• [Source material]:
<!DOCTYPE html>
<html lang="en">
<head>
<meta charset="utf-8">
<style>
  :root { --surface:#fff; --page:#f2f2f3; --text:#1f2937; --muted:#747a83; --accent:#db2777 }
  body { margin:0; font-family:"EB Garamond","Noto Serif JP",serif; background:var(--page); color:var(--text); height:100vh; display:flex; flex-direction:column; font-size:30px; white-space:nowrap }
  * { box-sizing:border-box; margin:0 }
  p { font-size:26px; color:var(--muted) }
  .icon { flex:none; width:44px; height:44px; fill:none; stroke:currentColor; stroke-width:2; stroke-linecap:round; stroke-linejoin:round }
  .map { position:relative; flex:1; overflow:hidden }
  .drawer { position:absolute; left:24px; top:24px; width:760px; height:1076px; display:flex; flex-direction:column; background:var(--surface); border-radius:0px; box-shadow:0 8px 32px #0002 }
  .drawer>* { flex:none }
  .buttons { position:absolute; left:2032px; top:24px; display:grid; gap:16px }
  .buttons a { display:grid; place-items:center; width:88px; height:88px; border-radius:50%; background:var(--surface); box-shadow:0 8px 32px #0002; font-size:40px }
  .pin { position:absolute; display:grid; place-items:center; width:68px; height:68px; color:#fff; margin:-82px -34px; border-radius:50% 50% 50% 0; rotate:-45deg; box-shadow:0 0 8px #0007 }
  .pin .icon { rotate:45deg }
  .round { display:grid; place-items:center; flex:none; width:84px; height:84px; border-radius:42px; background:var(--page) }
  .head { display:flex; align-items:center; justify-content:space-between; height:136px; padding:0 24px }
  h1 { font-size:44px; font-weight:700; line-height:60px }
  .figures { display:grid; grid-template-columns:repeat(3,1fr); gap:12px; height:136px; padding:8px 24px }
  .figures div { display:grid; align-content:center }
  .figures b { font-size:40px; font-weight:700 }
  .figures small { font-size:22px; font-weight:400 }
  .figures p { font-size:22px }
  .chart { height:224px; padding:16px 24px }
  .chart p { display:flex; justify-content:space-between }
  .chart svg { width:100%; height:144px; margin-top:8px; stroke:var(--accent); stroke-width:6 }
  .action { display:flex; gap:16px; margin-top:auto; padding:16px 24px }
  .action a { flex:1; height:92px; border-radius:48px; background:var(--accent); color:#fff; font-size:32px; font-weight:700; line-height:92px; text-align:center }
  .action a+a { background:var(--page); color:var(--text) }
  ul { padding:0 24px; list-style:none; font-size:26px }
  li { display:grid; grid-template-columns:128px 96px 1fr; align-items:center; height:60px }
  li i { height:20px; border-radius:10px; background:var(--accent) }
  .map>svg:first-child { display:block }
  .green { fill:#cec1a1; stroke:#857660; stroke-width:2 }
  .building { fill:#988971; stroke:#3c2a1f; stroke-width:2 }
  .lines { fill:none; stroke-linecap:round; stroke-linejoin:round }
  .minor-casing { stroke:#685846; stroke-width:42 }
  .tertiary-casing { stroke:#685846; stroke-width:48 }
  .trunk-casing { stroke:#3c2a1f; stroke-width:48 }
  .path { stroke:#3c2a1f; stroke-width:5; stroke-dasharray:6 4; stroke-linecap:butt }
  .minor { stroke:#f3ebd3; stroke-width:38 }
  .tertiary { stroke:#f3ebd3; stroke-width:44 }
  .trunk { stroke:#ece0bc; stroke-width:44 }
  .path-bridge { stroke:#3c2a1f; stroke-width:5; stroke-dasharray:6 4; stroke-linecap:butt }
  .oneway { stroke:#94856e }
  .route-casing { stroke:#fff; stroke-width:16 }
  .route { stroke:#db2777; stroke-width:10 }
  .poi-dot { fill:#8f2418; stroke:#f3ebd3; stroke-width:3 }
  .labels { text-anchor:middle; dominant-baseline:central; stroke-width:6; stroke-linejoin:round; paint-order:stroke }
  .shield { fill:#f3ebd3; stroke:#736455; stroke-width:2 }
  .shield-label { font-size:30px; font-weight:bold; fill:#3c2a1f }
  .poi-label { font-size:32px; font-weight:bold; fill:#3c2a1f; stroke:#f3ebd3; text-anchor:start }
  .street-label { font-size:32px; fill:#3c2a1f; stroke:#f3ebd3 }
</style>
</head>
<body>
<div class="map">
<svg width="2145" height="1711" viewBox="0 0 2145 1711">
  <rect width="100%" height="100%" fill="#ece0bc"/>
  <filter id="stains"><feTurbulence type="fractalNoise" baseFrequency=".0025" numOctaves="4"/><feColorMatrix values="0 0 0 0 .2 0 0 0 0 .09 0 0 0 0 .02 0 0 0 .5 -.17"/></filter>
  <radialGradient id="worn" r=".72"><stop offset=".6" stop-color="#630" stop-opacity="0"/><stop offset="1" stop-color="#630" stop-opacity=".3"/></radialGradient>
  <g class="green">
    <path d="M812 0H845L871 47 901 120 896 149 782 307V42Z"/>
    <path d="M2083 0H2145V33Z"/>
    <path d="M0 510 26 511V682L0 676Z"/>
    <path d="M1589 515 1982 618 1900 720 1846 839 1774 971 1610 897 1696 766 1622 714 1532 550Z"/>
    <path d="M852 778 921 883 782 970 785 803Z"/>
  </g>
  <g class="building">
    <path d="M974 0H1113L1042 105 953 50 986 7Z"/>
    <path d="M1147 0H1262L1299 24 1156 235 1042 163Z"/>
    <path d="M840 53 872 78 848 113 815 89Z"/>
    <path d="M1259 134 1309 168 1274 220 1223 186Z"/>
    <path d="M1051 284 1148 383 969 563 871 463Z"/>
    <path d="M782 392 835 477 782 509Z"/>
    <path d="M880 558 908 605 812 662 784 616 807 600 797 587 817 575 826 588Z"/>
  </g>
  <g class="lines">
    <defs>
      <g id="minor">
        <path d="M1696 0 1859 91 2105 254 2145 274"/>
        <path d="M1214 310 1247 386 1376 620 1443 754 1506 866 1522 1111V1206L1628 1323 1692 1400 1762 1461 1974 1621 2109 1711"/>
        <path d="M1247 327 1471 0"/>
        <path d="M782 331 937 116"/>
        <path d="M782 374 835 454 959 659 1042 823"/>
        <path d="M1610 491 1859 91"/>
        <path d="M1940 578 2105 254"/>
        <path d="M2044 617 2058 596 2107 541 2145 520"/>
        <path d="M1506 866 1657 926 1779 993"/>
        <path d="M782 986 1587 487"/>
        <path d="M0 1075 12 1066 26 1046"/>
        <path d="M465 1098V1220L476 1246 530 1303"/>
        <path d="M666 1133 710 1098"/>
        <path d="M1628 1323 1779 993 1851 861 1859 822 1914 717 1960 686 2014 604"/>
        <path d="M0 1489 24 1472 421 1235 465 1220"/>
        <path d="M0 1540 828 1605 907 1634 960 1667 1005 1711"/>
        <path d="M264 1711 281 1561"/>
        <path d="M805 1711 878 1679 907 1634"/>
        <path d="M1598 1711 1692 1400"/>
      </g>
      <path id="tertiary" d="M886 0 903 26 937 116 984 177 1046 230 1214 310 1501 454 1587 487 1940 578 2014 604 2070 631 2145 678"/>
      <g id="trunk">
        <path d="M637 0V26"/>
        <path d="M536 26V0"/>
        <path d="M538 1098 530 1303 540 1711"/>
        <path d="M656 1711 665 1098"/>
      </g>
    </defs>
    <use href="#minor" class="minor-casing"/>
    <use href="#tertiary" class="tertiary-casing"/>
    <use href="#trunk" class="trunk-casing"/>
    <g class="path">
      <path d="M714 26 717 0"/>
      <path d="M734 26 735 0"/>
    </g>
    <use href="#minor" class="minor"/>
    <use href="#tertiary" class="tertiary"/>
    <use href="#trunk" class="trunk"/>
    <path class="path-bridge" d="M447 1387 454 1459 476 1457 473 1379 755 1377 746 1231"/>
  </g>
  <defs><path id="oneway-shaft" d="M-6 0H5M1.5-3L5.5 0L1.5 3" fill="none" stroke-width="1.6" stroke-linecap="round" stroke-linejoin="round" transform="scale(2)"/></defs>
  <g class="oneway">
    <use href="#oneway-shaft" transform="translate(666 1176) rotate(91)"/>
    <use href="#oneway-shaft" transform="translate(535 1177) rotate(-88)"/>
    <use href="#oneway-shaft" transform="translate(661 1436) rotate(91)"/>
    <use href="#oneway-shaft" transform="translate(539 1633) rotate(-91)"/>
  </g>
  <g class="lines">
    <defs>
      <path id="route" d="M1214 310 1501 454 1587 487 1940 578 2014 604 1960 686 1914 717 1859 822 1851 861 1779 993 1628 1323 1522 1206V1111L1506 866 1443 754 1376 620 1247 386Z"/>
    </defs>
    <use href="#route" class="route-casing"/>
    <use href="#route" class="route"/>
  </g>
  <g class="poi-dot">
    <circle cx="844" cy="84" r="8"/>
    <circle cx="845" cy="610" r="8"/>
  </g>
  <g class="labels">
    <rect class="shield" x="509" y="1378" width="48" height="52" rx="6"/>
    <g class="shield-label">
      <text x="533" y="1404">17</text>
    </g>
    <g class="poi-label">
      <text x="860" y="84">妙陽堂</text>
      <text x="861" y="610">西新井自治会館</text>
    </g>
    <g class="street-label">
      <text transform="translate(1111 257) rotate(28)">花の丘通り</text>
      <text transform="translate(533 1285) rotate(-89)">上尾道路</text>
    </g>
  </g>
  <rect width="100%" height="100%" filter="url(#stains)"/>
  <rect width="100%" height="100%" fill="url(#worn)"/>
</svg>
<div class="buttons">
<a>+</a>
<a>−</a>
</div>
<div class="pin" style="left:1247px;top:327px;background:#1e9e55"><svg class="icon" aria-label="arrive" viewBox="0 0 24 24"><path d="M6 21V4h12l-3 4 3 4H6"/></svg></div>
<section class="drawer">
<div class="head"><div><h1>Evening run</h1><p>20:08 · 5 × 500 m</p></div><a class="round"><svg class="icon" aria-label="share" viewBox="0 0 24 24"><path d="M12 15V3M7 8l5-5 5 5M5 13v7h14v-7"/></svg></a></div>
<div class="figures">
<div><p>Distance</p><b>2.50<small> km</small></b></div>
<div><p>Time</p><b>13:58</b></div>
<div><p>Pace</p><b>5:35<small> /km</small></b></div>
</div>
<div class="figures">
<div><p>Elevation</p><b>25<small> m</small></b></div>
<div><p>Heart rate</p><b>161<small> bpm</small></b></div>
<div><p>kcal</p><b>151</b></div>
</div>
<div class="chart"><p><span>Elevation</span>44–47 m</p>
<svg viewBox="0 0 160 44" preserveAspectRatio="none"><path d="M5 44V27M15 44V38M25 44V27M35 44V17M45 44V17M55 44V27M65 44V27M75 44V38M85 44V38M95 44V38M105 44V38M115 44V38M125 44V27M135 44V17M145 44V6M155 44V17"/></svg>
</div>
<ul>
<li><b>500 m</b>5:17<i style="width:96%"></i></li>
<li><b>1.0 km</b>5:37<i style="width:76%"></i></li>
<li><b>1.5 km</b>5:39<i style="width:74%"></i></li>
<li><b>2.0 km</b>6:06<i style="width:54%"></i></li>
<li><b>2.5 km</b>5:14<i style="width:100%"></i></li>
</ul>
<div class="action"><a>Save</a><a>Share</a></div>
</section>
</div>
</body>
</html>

• [Exercise directions]: Lines holding "buttons" in the material above are to be reported.

• [Output of the exercise]:
  .buttons { position:absolute; left:2032px; top:24px; display:grid; gap:16px }
  .buttons a { display:grid; place-items:center; width:88px; height:88px; border-radius:50%; background:var(--surface); box-shadow:0 8px 32px #0002; font-size:40px }
<div class="buttons">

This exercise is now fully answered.